Le wali d’Alger vient de suspendre de leurs fonctions le président de l’APC de Kouba et des élus de l’APC de Bologhine.

La décision du wali d’Alger a été prise après des poursuites pour des délits en rapport avec leur gestion, a expliqué une source locale.

Abdelkader Zoukh s’est appuyé, dans son arrêté, sur l’article 43 de la loi communale 11-10 qui stipule que «l’élu faisant l’objet de poursuites judiciaires pour crime ou délit en rapport avec les deniers publics ou pour atteinte à l’honneur ou ayant fait l’objet de mesures judiciaires ne lui permettant pas de poursuivre valablement l’exercice de son mandat électif est suspendu».

Selon une source à la wilaya d’Alger, «les affaires dans lesquelles sont poursuivies ces personnes et contre lesquelles le wali a dû sévir sont liées principalement à la mauvaise gestion». «Les élus sont poursuivis principalement dans des affaires de gestion, comme les autorisations de complaisance accordées à des particuliers.

Les détournements de logements ne sont pas la cause première de ces suspensions, puisque l’administration a repris aux élus l’examen des dossiers de distribution de logements de types locatif (LSL) et socioparticipatif (LSP) et même RHP (bidonvilles).

Et si des élus essayent de ‘fourguer’ des dossiers à la commission d’étude de la wilaya, ils sont vite débusqués. Des logements viennent d’ailleurs d’être récupérés après enquête et leurs indus occupants poursuivis en justice», ajoute-elle.

La wilaya d’Alger a décidé de sévir à l’encontre d’élus soupçonnés de détournement de deniers publics. Le président d’une APC du littoral est et son collègue d’une commune populaire du centre de la capitale seraient dans le viseur de l’administration. «Le premier serait actuellement à l’étranger.

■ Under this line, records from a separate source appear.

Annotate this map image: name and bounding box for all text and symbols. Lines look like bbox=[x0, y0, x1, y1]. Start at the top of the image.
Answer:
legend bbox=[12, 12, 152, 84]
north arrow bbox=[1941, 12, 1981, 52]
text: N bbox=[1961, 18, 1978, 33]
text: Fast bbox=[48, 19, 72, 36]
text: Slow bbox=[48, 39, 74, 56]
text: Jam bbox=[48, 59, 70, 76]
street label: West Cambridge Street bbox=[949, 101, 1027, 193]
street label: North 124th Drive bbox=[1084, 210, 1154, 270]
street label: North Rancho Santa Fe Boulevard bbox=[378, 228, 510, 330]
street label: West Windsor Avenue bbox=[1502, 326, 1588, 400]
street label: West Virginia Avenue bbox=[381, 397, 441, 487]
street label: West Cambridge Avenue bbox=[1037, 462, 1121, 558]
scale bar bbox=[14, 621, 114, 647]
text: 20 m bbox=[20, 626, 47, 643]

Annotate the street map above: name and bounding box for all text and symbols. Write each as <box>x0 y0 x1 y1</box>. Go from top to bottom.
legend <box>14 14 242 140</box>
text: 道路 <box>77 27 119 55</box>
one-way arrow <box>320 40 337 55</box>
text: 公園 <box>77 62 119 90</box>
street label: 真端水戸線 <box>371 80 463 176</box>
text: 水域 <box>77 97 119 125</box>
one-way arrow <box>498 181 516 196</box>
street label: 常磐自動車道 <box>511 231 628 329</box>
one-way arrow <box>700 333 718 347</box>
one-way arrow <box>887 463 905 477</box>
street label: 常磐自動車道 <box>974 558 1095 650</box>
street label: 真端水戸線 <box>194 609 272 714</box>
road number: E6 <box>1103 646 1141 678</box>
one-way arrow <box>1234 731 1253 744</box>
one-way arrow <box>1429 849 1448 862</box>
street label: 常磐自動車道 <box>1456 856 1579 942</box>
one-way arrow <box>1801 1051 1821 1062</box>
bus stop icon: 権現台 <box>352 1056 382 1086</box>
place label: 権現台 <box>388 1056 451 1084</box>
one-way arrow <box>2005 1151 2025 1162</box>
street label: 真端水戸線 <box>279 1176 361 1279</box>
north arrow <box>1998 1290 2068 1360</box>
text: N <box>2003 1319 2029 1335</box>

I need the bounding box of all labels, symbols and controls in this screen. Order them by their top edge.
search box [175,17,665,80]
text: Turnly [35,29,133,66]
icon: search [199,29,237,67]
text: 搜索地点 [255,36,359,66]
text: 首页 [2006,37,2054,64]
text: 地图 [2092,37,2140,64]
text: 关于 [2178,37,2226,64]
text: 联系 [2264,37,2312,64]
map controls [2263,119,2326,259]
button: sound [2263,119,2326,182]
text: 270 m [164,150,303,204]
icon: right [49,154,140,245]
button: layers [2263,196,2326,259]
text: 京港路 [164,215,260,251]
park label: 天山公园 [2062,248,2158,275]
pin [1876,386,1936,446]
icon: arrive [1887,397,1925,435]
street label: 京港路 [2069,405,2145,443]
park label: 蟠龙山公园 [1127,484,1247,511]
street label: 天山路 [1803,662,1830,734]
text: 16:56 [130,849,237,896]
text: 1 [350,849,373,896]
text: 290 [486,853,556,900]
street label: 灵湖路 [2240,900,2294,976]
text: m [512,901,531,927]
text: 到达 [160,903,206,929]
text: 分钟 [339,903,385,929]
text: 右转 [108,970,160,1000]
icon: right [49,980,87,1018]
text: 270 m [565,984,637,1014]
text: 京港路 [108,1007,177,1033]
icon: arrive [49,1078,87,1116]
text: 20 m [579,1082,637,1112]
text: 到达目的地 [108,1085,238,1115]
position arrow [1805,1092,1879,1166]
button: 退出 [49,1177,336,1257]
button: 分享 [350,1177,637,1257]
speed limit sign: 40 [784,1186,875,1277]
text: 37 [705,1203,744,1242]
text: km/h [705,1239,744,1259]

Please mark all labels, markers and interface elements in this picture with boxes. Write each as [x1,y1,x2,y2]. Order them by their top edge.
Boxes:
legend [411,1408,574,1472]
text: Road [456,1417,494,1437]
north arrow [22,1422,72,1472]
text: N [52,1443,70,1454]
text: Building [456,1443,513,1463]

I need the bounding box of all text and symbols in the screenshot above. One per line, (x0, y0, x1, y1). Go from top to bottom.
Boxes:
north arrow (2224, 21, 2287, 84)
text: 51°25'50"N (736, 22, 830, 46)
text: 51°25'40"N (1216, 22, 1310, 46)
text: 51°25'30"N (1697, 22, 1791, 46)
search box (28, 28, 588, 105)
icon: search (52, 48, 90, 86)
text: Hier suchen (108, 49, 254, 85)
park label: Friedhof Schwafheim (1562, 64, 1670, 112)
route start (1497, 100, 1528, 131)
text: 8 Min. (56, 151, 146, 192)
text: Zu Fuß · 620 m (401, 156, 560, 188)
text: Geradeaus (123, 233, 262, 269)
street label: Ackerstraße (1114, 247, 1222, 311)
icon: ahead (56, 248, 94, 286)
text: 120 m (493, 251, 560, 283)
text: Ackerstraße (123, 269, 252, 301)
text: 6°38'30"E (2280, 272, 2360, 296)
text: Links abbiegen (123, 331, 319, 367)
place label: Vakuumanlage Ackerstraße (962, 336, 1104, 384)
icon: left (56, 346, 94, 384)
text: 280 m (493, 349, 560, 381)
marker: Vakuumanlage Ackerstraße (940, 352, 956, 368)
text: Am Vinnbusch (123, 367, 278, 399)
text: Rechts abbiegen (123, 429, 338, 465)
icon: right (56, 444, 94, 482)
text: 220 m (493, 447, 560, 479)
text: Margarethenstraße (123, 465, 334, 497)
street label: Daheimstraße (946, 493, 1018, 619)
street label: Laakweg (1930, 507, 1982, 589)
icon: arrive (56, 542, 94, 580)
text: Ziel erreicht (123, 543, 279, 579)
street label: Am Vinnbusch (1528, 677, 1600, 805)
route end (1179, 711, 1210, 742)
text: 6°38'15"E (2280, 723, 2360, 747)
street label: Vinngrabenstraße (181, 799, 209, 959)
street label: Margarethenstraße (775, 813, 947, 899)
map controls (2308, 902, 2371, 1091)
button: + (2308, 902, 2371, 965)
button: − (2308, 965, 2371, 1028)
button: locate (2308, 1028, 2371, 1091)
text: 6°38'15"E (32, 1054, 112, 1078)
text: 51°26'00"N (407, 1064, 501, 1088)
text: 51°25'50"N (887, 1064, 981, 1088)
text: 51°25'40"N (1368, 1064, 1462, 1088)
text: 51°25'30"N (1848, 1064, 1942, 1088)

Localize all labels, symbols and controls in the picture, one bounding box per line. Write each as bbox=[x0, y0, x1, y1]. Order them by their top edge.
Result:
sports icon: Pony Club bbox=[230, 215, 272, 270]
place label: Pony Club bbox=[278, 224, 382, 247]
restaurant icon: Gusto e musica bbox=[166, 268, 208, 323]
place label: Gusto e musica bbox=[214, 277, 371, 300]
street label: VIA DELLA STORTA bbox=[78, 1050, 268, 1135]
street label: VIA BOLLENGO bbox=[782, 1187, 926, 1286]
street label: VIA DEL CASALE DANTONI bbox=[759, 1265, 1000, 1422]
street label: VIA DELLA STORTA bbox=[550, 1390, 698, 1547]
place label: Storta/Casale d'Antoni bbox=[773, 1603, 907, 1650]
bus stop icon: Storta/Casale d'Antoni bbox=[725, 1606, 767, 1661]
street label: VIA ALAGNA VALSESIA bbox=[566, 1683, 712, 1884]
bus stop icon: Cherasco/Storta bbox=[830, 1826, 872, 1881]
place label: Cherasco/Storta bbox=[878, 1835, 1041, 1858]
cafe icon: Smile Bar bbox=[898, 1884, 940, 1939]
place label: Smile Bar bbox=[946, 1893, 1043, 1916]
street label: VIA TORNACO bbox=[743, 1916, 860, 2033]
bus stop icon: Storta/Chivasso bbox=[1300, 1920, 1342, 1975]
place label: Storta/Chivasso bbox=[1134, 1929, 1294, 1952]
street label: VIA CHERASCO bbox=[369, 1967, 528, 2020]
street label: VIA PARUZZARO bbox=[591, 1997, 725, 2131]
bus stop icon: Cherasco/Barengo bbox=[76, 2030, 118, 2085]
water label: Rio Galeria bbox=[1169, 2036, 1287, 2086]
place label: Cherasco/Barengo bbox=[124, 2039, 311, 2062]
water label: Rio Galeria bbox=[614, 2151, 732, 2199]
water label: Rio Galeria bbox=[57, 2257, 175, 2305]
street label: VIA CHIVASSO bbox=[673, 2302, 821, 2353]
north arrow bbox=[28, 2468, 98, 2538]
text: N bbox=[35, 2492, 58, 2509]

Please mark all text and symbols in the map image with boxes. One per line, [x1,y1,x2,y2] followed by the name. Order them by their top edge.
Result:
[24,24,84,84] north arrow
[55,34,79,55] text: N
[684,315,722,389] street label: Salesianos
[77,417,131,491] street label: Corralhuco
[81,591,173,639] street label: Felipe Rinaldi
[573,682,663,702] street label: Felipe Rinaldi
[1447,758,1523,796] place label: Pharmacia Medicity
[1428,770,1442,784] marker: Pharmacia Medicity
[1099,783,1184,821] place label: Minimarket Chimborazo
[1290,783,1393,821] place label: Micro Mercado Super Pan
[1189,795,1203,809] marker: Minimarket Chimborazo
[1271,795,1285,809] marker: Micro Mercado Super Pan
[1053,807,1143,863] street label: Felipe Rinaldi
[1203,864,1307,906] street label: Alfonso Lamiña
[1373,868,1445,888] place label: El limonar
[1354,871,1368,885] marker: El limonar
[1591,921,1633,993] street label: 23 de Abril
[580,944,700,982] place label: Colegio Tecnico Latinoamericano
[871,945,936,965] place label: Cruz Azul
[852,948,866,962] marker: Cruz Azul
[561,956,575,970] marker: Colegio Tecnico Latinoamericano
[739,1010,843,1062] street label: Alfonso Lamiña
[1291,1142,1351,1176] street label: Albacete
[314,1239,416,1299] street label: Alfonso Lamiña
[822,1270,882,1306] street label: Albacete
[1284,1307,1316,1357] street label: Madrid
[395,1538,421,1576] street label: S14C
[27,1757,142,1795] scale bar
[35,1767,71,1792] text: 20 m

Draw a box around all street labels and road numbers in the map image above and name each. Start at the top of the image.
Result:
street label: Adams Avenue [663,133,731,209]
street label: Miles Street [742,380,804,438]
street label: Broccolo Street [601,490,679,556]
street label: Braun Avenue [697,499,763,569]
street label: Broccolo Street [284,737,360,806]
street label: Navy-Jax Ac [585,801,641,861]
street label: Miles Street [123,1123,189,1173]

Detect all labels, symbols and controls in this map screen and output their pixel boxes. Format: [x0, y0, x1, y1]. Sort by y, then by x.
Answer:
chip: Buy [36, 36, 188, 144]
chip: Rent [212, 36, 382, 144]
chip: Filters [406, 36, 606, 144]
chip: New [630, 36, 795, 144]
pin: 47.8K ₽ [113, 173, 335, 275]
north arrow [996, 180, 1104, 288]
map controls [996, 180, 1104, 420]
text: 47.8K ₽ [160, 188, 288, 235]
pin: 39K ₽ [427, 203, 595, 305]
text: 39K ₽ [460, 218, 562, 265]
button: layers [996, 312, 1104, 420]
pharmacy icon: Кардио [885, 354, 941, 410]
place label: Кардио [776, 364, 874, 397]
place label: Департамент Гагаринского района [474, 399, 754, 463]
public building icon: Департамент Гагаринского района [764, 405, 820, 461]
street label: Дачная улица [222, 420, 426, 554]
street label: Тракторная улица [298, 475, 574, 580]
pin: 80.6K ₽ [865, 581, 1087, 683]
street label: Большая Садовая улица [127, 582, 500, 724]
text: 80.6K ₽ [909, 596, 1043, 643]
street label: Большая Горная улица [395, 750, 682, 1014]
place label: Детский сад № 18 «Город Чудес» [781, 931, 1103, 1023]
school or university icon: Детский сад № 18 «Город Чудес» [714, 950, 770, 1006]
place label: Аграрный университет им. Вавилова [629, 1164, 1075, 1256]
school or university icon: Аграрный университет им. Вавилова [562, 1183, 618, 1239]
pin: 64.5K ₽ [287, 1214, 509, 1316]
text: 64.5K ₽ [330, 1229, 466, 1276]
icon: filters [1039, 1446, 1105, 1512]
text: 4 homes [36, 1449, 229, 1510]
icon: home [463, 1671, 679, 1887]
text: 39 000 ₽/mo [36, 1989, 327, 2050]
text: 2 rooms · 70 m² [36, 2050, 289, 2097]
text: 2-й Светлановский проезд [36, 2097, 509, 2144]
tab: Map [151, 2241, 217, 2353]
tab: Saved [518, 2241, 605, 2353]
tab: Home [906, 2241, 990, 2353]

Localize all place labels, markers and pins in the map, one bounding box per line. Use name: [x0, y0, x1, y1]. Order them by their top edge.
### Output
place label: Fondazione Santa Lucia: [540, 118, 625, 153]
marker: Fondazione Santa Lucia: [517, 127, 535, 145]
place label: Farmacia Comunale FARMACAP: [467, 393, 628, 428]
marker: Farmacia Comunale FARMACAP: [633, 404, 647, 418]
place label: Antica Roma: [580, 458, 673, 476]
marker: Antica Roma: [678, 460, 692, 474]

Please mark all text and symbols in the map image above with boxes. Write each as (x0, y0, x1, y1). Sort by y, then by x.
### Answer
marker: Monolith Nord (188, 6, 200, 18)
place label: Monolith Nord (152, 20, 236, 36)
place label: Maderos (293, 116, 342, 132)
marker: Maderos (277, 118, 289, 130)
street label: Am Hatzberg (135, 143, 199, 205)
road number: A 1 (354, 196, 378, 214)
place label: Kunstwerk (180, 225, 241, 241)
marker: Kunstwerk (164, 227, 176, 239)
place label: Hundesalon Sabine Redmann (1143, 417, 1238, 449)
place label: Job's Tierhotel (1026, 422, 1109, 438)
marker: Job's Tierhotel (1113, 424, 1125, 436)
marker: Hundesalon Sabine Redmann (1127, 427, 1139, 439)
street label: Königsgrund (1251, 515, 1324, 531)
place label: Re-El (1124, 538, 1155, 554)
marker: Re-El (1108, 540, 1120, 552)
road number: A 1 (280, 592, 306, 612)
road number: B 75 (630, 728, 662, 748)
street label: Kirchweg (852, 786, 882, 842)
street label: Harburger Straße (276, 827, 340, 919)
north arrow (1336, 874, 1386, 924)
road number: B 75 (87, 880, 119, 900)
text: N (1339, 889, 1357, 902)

Le maire du quartier populaire, qui fait l’objet d’une enquête administrative suite à des soupçons de détournement de logements sociaux, serait en fuite», confie une source locale, qui affirme que le jeune élu de l’APC populaire, qui en est à son premier mandat, est soupçonné d’avoir «fait bénéficier des connaissances» de logements sociaux distribués dans le cadre de l’opération IMR (immeubles menaçant ruine).

Deux poids deux mesures ?

Selon une source locale, la plupart des élus de l’Algérois sont poursuivis dans des affaires de trafic de document, de licences, etc. Des administrateurs communaux, des fonctionnaires des circonscriptions administratives ont été arrêtés et d’autres entendus par les services de sécurité. Des walis délégués en exercice et d’autres qui ont quitté la wilaya sont également soupçonnés dans ces mêmes affaires, mais étrangement, les pouvoirs publics refusent de sévir.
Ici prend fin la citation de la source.